The procedure itself is a fairly big deal: 7½ hours of robotic laparoscopic/thoracoscopic surgery; I’ll end up with twelve or thirteen incisions and — if all goes well — spend seven to ten days recovering in the hospital, with all kinds of drains, tubes, catheters, IVs, and epidurals poking out of me (or into me). I don’t think any of them will be removed until day № 5.…
Graphic details at Wikipedia, although do note that the mortality rates they give are old and don’t take the new laparo-/thoraco-scopic methods into account: they’re now 1⁄5 – 1⁄10 what they were just a few years ago.
The surgery is a good idea, as it more than doubles the five-year survival rate for those with esophageal cancer — significantly improving life expectancy even for those who were previously deemed cancer-free after chemo-assisted radiation therapy.
The surgeon is excellent, as I’ve mentioned; he’s done many hundreds of these surgeries (only about 2,000 are done each year in the U.S.), and has done more than 200 since he switched to doing them robotically a couple of years ago.
Once I can drink water without leaking, they’ll let me go home from the hospital. I’ll again be getting most of my nutrition through the j‑tube until I can eat enough independently — essentially a week on liquids, a week on purées, a week on soft solids (that’ll be Christmas, probably), &c. Ultimately, I should again be able to eat almost anything, although I won’t really have much of a stomach left and so will need to eat six to eight meals each day. (And what Hobbit wouldn’t rejoice at that news‽) And I’ll need to sleep at a 30° angle. Other than that, life should start to get pretty normal come January, with full recovery expected by late February.
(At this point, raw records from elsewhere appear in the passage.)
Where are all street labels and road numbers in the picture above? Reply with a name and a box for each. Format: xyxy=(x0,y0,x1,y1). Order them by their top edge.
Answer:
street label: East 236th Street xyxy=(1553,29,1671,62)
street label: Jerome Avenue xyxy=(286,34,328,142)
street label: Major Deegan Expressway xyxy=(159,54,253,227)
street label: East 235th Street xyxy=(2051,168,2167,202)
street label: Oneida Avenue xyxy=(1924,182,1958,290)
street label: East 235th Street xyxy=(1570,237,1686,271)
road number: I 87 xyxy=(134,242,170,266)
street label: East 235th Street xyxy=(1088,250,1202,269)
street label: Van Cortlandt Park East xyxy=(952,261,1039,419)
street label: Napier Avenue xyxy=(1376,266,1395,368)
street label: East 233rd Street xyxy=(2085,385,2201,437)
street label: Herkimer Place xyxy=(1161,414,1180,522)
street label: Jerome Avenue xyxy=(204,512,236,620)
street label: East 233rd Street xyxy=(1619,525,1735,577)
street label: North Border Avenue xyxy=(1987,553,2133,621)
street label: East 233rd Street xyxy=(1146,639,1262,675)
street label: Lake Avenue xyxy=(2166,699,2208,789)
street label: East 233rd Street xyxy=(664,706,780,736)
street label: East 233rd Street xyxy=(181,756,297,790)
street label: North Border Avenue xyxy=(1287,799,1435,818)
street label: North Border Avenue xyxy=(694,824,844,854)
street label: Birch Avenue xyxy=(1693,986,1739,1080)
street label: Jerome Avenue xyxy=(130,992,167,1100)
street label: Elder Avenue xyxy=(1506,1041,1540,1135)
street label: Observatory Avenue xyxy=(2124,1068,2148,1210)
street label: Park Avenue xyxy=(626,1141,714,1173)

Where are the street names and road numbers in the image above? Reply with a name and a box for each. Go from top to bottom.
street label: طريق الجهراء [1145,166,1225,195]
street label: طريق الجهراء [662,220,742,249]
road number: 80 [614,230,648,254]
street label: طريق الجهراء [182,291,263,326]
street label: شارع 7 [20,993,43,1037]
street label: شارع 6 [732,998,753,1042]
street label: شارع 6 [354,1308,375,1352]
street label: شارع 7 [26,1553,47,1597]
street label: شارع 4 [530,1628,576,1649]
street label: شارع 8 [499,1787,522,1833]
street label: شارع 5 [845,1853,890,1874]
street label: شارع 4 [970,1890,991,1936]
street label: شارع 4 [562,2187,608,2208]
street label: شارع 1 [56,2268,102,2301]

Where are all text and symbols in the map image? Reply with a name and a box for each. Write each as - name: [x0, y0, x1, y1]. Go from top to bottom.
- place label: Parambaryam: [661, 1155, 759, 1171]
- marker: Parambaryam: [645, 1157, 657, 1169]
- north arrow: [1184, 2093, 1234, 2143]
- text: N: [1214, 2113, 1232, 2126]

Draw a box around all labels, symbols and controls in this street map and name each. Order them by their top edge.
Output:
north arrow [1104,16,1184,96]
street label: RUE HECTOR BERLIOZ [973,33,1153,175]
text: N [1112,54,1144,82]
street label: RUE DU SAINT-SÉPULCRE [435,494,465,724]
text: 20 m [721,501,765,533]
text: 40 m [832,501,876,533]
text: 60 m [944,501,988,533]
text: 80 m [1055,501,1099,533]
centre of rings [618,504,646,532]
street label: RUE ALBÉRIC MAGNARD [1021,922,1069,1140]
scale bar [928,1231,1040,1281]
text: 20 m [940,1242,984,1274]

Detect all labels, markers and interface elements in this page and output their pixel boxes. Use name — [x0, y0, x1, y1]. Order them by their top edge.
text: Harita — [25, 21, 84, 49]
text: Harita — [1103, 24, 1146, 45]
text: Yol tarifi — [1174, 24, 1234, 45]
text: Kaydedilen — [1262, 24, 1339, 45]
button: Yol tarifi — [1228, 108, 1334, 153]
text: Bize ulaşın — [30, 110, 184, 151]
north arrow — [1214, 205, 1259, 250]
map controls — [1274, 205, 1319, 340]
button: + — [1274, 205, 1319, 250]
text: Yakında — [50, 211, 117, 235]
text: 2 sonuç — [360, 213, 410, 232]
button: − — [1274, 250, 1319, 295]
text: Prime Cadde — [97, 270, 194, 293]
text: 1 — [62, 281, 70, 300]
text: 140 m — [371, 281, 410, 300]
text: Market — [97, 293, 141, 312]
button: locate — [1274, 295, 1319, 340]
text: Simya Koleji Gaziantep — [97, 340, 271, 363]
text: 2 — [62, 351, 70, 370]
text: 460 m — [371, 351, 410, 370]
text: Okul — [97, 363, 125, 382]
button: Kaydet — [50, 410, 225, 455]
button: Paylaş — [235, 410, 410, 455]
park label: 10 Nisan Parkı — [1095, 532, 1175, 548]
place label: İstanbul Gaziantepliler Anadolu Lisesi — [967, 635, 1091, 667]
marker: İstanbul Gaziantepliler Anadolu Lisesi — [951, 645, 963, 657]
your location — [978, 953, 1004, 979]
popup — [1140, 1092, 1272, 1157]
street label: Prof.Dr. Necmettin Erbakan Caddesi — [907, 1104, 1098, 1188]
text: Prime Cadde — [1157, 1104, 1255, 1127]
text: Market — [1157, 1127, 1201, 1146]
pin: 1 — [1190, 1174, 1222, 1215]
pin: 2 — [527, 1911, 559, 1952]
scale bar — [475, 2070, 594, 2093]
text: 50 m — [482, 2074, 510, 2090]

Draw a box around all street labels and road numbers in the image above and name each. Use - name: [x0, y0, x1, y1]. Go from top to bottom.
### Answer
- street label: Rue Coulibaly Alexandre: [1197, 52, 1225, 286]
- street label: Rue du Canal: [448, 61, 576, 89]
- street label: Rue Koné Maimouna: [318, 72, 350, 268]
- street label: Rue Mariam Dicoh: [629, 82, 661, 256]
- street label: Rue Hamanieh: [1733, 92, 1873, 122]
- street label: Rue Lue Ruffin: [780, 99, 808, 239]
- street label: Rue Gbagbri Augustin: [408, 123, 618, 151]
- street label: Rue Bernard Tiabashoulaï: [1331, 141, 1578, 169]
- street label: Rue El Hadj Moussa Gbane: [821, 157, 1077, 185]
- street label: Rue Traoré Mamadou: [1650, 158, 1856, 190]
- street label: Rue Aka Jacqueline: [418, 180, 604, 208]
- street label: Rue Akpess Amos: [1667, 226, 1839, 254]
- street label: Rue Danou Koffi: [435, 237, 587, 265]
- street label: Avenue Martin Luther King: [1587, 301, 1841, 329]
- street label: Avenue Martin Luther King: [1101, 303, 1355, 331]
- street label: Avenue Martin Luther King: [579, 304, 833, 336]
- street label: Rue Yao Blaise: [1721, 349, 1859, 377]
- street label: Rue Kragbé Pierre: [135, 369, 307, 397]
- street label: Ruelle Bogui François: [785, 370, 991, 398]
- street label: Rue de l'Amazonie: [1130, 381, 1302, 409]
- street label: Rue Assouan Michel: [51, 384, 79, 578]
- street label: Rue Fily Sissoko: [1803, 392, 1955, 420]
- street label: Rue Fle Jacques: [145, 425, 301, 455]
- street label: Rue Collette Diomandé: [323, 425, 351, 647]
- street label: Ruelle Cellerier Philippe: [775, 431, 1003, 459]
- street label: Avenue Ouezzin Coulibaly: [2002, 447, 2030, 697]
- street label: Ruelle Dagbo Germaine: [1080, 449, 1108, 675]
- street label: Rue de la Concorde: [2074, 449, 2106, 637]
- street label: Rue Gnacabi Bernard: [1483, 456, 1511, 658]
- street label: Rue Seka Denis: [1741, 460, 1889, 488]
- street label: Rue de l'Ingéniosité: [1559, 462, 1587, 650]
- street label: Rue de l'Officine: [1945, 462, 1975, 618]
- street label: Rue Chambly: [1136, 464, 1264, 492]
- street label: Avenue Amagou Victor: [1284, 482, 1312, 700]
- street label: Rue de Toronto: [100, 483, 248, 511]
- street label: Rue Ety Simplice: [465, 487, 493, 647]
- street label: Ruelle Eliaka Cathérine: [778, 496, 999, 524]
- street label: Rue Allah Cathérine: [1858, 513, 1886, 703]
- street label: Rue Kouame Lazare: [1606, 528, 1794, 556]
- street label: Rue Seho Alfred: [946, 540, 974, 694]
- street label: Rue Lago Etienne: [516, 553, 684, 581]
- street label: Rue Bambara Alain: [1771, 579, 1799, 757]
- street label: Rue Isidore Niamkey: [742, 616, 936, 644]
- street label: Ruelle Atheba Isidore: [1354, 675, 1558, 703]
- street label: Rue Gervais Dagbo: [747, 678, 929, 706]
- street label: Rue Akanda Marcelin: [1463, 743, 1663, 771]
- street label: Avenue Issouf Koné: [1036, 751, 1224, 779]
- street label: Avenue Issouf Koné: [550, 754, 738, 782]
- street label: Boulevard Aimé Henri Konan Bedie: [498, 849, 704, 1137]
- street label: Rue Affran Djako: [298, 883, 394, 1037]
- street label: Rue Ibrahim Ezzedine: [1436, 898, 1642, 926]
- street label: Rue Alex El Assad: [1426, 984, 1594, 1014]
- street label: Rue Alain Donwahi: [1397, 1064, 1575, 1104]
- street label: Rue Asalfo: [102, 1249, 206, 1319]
So over the next few weeks I’ll be preparing for the surgery, and madly trying to finish Mapping Mordor before my deadline slips very far away in the rear-view mirror. I may not post here again until after the surgery.
The surgery itself is scheduled for the day of 27 November (the Monday after Thanksgiving) at Dartmouth-Hitchcock Medical Center, and I hope to head home sometime the week of 4 December. Visitors are welcome! While I’m there, Karen will stay many nights with friends who live nearby, and Karen’s folks and Cameron (Clara) will keep the home fires burning in Cabot.
All-in-all it’s a little scary; but I’m healthy, I’m not obese, I don’t smoke, I don’t have diabetes, and I’m comparatively young — so the prognosis is very good.